DATASET EXTRACT =>
▼

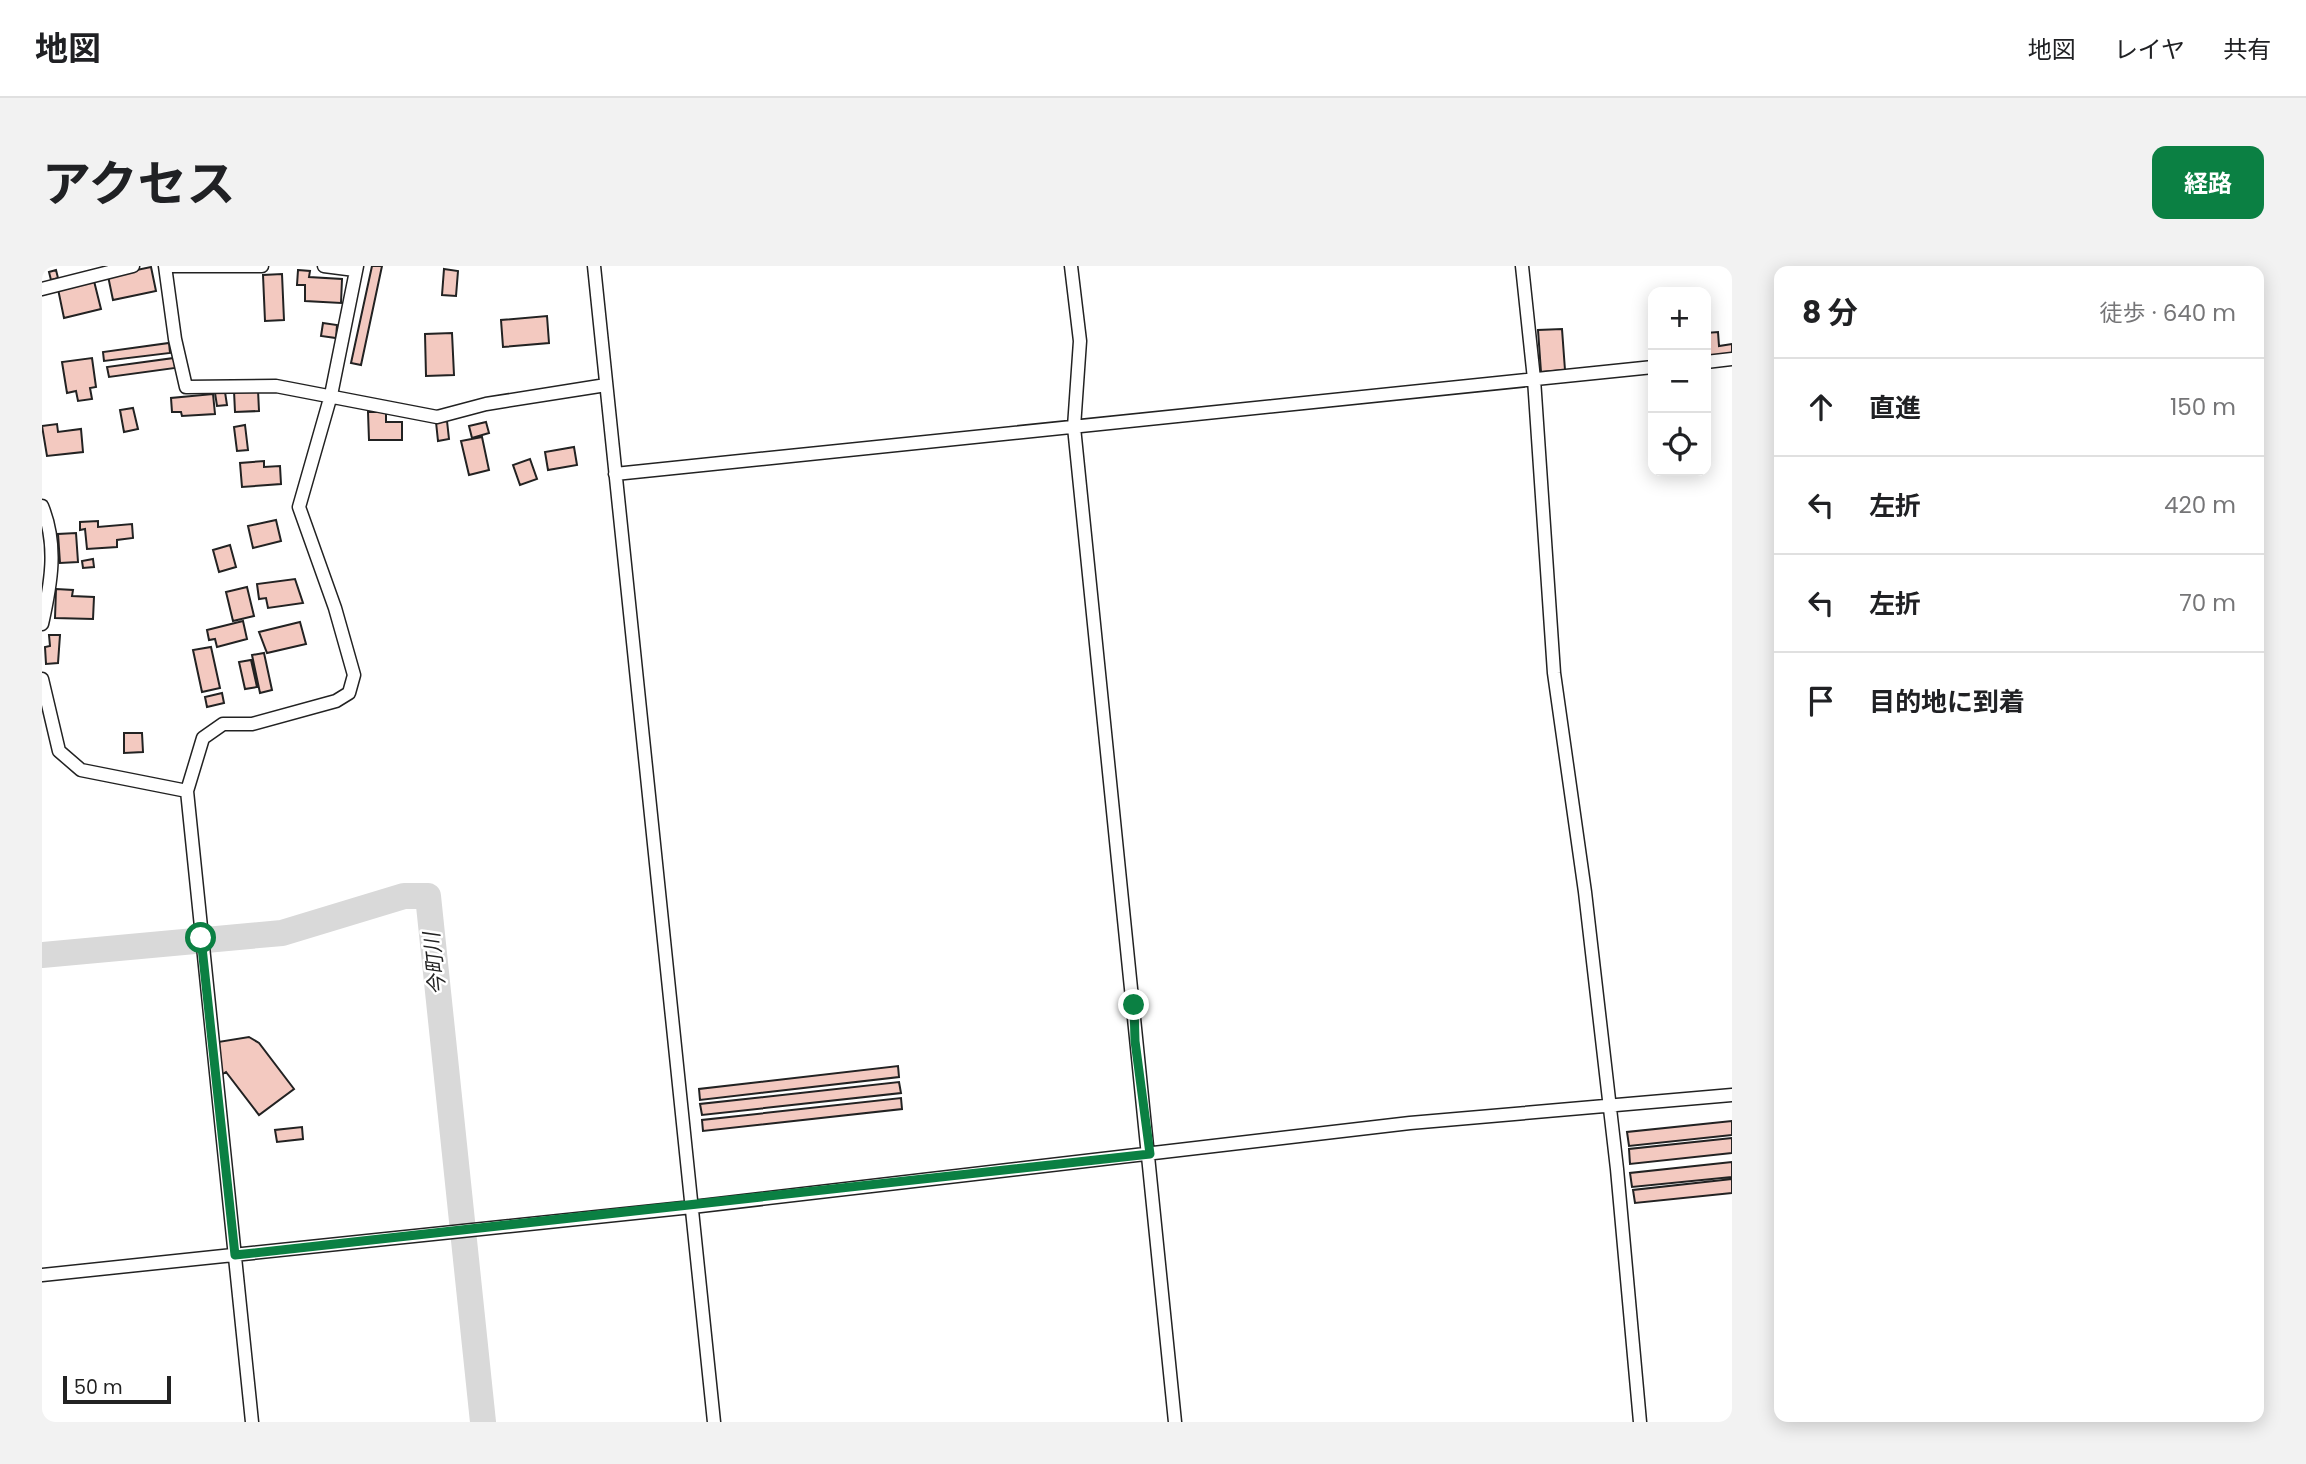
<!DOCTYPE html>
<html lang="ja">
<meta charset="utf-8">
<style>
body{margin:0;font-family:Poppins,"Noto Sans JP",sans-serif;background:#f2f2f2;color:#202124}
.controls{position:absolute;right:21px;top:21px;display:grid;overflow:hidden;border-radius:14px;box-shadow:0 4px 18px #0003}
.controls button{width:63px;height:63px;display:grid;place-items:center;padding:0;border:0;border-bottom:2px solid #e0e0e0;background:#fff;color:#202124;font:35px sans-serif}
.scale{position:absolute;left:21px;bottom:18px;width:108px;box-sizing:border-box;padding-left:7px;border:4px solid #222;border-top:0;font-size:19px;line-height:24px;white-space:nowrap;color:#222;-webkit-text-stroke:5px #fff;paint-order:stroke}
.stop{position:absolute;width:21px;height:21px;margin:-16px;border:5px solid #0b8043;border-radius:50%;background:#fff}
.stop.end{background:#0b8043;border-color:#fff;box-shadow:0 2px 7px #0008}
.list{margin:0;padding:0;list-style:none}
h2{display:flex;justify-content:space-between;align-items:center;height:91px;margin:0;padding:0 28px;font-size:30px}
h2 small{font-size:23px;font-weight:400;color:#757577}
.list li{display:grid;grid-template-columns:46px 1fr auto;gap:21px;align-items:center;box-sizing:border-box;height:98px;padding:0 28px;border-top:2px solid #e0e0e0}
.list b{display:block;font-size:26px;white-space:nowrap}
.list em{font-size:23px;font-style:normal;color:#757577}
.icon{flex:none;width:38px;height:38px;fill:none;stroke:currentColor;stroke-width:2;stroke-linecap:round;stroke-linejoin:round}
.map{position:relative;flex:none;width:1690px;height:1156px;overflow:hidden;border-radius:14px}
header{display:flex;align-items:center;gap:42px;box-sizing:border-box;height:98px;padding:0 35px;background:#fff;border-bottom:2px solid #e0e0e0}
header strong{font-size:33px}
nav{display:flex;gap:38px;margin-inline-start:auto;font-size:24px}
.intro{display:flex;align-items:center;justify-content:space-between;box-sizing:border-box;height:168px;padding:0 42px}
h1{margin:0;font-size:49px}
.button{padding:18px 32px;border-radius:14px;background:#0b8043;color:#fff;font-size:24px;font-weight:700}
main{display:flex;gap:42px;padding:0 42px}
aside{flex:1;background:#fff;border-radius:14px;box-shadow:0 4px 18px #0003}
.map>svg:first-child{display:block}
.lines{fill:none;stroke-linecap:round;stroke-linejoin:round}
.river{stroke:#d9d9d9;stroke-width:26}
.building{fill:#f3c9c0;stroke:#222;stroke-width:2}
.minor-casing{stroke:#222;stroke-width:15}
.minor{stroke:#fff;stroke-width:12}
.route{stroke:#0b8043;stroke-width:9}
.labels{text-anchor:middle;stroke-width:5;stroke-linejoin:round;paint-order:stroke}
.water-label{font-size:21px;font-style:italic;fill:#222;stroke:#fff}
</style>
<header>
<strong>地図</strong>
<nav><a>地図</a><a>レイヤ</a><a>共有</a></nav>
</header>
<div class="intro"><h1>アクセス</h1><a class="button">経路</a></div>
<main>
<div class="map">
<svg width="1690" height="1156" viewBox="0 0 1690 1156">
<rect width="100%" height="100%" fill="#fff"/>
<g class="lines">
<path class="river" d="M0 689 240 667 362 630H386L441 1156"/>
</g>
<path class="building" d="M330 0H340L319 99 309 97Z
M109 1 114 25 71 34 66 10Z
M402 3 416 5 414 30 400 29Z
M14 4 16 12 9 14 7 6Z
M256 4 268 5 267 11 300 13 299 37 263 35V19H255Z
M240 8 242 54 223 55 221 9Z
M52 15 59 43 22 52 16 23Z
M505 50 507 77 461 81 459 54Z
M281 57 295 59 294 72 279 70Z
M1520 63 1523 104 1499 106 1496 64Z
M1676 66 1677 80 1690 78V92L1664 95V67Z
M410 67 412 109 384 110 383 68Z
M127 77 128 87 62 95 61 86Z
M50 92 54 121 48 122 50 133 36 135 34 125 25 127 20 96Z
M132 92 133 102 67 111 65 101Z
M216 124 217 145 193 146 192 125Z
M183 126 185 139 175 140 173 127Z
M171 128 173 148 140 150 139 146H130L129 132Z
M91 142 96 163 82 166 78 144Z
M326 146H344V156H360V174H327Z
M405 155 407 173 396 175 394 156Z
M444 156 447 167 430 172 427 160Z
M15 158 16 166 39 163 41 186 5 190 0 160Z
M203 159 206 184 195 185 192 161Z
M440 171 447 204 427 209 419 175Z
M532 181 535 199 506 204 503 186Z
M488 193 495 213 478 219 471 199Z
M222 195V201L238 200 239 218 200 221 198 197Z
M234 254 239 275 211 282 206 260Z
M56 255V261L90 258 91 272 75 274V281L45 283 43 263 38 264V256Z
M34 267 36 296 18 297 16 268Z
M188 279 194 301 177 306 171 284Z
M51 293 52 301 41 302 40 295Z
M253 313 261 337 226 342 224 332 217 333 215 318Z
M205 321 212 350 191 355 184 326Z
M14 323 31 324 30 330 52 331 51 353 13 352Z
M201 355 205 373 175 381 173 373 167 374 165 364Z
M258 356 264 378 225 387 217 366Z
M7 369H18L16 397 4 398 3 381 8 380Z
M169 381 178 422 160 426 151 384Z
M222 387 230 424 218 427 210 389Z
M209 394 215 421 203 423 197 396Z
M180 427 182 437 165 441 163 431Z
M82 467H100L101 486 82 487Z
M207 771 217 777 252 823 217 849 184 806 179 809 176 776Z
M856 800 857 811 658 834 657 823Z
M857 816 859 827 660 849 658 838Z
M859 832 860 843 661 865 660 854Z
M1690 855V869L1587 880 1585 866Z
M260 861 261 873 235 876 233 864Z
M1690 872V887L1588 898 1587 883Z
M1690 896V911L1590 921 1588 907Z
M1690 913V927L1593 937 1591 924Z"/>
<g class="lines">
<defs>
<path id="minor" d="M123 0 133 73 144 121 234 120 395 151 444 138 564 119
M123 0H220
M282 0 313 4
M552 0 672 1156
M1029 0 1038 75 1032 161 1133 1156
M1480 0 1492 113 1512 407 1543 626 1575 903 1598 1156
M0 23 91 0
M1664 96 1690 93
M573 208 1611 101
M0 240C16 279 9 318 0 358
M0 413 17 485 39 504 145 525
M0 1009 650 941 1368 857 1690 829
M210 1156 145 525 161 472 181 458H210L294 435 307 427 312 409 293 342 257 241 289 129 315 0"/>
</defs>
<use href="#minor" class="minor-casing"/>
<use href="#minor" class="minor"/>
</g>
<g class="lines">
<path class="route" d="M159 672 193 989 1108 888 1093 775 1092 739"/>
</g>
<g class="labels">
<g class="water-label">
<text transform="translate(393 698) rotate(-96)" y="7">今町川</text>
</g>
</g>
</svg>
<div class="controls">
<button>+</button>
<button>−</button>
<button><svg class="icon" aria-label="locate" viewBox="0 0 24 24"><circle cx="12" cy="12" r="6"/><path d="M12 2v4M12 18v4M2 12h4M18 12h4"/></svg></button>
</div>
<div class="scale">50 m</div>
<div class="stop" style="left:159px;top:672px"></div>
<div class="stop end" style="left:1092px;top:739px"></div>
</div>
<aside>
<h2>8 分<small>徒歩 · 640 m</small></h2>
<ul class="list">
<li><svg class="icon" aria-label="ahead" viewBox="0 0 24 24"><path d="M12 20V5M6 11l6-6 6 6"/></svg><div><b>直進</b></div><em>150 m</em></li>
<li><svg class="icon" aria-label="left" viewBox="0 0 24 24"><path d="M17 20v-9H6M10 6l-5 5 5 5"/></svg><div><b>左折</b></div><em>420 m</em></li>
<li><svg class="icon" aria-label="left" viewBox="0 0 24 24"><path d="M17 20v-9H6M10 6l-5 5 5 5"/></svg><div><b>左折</b></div><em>70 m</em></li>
<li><svg class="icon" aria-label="arrive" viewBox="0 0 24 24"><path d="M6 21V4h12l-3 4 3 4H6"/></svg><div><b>目的地に到着</b></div></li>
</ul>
</aside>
</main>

▲

YOUR GOAL =>
Please copy every line of the data that carries the string "linecap".

REPLY TO THE EXERCISE =>
.icon{flex:none;width:38px;height:38px;fill:none;stroke:currentColor;stroke-width:2;stroke-linecap:round;stroke-linejoin:round}
.lines{fill:none;stroke-linecap:round;stroke-linejoin:round}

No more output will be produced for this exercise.